An immediate family member does not have to be the trustee. Many times your attorney will counsel you to name someone else. This could be a bank trust department, a trusted professional, or a different family member. If it is right for your circumstance, you might name an immediate family member as “trust protector.” That would allow them to receive accountings and follow up with the trustee, or even change trustees. Trusts are beneficial and flexible planning tools.
If your child’s condition improves, or they no longer require public benefits, the trust can accommodate those changes. Depending on your child’s actual condition and the availability of other resources, you might reasonably hope that they will not need a special needs trust – or at least might not need one for the rest of their life. Your special needs trust will be flexible enough to allow for the use of their inheritance as if there were no special needs. But, that is only true if you set up the trust terms yourself – the trust that will be created for them if you do not plan will not have that flexibility.
Simple disinheriting your child is probably not a good plan. Sometimes people express their concern about the expenses and what they perceive as complicated administrative and eligibility issues and they decide to just leave everything to their children who do not have disabilities. Their hoping that these “needs-free” children will realize the responsibility they have of taking care of that special needs sibling. True, that might work, but what about their spouse – will they feel the same way about your child? What about the grandchildren and step-grandchildren who would inherit “your” money if both your other child and their spouse were to die before your “special needs child?” What about the possibilities of divorce, or creditor’s claims against your other children, or even bankruptcy? Most people realize that disinheriting the child with a disability is not really a good planning technique.
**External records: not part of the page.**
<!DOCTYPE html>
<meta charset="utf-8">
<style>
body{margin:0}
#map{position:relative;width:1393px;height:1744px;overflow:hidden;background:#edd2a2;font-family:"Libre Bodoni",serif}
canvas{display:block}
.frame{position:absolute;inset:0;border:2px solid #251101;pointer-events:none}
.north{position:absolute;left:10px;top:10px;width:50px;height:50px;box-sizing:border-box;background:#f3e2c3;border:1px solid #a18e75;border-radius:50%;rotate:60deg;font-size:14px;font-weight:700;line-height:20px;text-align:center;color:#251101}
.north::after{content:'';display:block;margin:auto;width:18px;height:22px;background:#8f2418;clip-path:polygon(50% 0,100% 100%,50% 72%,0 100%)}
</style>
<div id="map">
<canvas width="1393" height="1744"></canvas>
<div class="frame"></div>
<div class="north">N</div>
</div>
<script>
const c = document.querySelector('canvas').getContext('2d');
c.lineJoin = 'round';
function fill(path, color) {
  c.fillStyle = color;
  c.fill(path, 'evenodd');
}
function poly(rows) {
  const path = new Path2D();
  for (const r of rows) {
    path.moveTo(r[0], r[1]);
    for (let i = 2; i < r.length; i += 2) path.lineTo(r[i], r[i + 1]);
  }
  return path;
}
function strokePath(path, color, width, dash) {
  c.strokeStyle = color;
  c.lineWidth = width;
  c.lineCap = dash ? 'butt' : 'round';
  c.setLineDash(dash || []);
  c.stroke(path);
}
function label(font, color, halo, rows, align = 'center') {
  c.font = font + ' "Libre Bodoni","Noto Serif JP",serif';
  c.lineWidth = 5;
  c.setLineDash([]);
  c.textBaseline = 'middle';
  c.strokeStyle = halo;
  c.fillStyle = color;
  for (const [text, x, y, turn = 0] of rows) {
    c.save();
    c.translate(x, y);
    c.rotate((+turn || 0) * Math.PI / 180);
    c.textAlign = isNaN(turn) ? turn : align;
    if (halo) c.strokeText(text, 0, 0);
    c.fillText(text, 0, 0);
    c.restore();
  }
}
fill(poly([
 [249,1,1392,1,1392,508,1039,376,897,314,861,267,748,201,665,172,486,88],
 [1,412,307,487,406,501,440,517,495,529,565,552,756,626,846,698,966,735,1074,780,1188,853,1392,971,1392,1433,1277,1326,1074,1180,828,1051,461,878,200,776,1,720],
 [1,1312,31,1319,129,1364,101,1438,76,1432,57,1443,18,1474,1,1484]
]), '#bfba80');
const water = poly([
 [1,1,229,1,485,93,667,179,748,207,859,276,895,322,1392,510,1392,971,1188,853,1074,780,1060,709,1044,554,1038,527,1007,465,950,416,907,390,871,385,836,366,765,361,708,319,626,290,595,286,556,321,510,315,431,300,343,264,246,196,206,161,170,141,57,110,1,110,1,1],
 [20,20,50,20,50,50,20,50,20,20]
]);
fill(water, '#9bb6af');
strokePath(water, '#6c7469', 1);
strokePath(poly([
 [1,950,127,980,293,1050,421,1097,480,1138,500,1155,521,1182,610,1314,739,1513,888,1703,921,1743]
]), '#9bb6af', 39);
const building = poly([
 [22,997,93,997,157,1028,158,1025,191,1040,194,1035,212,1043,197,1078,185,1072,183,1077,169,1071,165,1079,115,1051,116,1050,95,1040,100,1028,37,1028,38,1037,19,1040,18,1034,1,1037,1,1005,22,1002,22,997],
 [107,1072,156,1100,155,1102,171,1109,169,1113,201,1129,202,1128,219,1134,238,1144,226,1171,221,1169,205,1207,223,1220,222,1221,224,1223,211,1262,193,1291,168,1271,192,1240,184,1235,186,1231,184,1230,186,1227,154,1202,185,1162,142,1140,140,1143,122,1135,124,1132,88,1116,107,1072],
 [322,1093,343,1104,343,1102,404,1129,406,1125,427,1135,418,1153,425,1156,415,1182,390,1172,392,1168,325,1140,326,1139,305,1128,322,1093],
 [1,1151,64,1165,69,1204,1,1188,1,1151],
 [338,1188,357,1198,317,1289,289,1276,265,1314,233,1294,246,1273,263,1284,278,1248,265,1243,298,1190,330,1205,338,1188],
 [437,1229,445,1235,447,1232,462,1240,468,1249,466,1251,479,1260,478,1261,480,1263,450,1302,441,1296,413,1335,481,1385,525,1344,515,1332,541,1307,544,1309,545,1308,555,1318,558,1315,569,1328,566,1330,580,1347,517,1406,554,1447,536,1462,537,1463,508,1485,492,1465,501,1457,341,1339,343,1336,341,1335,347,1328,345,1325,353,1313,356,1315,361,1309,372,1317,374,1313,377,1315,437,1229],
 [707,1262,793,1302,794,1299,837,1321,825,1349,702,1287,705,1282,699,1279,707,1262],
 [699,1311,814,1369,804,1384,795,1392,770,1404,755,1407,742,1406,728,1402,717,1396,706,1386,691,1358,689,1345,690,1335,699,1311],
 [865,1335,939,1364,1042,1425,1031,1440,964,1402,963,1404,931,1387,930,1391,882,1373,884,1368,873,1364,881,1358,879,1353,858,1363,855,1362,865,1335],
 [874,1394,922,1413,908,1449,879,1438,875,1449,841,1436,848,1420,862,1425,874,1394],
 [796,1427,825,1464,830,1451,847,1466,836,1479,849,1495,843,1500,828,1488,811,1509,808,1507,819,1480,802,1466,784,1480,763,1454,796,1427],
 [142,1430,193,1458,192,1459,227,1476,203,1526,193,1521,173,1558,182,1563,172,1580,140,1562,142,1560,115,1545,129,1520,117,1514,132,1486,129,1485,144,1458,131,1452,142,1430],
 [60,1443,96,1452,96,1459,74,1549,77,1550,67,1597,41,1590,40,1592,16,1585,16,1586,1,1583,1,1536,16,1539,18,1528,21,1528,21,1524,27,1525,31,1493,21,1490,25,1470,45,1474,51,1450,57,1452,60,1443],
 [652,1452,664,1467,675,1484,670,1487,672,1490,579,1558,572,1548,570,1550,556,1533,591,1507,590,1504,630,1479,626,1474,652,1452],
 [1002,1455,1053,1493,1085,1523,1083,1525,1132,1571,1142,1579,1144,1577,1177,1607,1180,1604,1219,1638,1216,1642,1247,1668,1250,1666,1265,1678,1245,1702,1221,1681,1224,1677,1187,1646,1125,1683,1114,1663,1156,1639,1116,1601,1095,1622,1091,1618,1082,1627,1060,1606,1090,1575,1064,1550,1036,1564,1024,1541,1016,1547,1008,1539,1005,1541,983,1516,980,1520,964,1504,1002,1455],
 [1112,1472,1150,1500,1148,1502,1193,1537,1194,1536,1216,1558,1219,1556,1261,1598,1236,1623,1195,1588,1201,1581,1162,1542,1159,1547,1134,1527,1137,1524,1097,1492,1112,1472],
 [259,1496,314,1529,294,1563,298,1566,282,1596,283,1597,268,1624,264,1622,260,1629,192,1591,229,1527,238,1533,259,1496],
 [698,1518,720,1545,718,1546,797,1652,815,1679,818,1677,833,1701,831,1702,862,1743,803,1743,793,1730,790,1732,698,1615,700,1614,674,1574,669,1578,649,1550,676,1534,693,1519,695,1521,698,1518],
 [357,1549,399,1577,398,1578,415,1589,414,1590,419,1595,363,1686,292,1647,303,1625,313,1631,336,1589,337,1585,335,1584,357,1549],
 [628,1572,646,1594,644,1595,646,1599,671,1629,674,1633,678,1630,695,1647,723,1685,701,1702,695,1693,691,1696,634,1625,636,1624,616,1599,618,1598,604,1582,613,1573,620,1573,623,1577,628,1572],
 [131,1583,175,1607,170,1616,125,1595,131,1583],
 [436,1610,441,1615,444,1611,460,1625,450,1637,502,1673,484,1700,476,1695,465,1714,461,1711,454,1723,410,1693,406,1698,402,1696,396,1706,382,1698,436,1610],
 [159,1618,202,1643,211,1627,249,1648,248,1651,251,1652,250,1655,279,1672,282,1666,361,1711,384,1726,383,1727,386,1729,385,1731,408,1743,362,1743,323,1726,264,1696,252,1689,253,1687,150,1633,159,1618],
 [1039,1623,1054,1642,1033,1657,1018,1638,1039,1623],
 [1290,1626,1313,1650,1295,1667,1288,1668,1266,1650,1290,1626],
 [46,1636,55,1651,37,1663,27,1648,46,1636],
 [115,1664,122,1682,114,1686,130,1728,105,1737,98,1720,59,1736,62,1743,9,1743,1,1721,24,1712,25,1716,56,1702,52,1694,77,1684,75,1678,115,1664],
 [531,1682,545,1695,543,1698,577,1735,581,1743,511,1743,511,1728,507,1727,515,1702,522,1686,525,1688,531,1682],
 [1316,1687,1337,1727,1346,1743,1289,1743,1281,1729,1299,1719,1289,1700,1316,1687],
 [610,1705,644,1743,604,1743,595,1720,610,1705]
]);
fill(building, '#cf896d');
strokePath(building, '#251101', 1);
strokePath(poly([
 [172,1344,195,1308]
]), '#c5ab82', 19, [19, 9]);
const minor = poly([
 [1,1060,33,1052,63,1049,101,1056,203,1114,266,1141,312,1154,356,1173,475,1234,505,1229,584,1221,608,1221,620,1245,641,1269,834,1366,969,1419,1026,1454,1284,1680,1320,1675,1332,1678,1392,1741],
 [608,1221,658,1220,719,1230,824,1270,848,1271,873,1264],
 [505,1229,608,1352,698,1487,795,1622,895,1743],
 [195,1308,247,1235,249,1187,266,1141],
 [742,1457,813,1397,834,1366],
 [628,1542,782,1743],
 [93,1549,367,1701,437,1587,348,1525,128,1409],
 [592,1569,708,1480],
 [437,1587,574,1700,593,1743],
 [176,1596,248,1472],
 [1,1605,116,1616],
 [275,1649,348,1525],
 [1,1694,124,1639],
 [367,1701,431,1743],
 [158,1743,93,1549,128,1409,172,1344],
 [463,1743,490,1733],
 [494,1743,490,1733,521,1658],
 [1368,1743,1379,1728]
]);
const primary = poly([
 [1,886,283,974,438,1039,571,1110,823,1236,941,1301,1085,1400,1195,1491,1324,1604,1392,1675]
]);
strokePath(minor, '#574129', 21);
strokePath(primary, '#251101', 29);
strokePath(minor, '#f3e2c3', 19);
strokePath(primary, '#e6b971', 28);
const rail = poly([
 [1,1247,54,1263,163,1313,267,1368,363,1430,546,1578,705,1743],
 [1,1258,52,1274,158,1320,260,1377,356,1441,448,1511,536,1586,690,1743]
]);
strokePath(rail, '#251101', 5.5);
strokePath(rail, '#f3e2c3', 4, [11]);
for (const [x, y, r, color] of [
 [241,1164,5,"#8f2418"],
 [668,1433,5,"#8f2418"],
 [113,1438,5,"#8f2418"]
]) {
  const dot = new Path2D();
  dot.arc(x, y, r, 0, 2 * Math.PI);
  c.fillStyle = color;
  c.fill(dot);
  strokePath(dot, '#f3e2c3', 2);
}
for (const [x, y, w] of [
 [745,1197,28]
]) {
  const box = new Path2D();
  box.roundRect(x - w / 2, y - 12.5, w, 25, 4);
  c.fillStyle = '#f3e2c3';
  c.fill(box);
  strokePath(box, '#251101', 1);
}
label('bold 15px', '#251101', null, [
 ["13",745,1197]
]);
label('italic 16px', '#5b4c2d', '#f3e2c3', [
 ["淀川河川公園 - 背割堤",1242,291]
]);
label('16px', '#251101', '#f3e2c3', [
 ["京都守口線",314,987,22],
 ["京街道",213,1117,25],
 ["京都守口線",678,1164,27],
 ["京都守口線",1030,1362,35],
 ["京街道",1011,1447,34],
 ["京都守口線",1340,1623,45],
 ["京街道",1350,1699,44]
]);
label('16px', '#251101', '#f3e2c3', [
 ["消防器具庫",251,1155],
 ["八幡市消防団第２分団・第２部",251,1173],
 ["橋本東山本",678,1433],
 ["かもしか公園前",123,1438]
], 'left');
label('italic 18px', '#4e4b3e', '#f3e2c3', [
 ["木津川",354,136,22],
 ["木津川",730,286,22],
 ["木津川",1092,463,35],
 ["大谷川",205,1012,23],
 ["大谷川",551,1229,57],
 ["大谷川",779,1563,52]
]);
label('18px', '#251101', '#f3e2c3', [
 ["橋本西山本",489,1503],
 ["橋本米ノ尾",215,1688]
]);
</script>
Who in the world has a crystal ball to know what the public benefits system will be twenty years from now. Or even for that matter the medical care available, and your child’s condition. That’s exactly why the trust is so important. If you have a child, spouse, or other family member with special needs, or if you have a loved one that may have special needs in the future your plan should include an appropriate trust. I recommend that you Google the Special Needs Alliance. There’s likely someone near you who understands the importance of special needs planning.
Author’s Note: Please consult with your CFP®, CPA, Financial Advisor, and Estate/Tax/Eldercare Attorney when discussing your financial needs and developing the appropriate personal/business plan.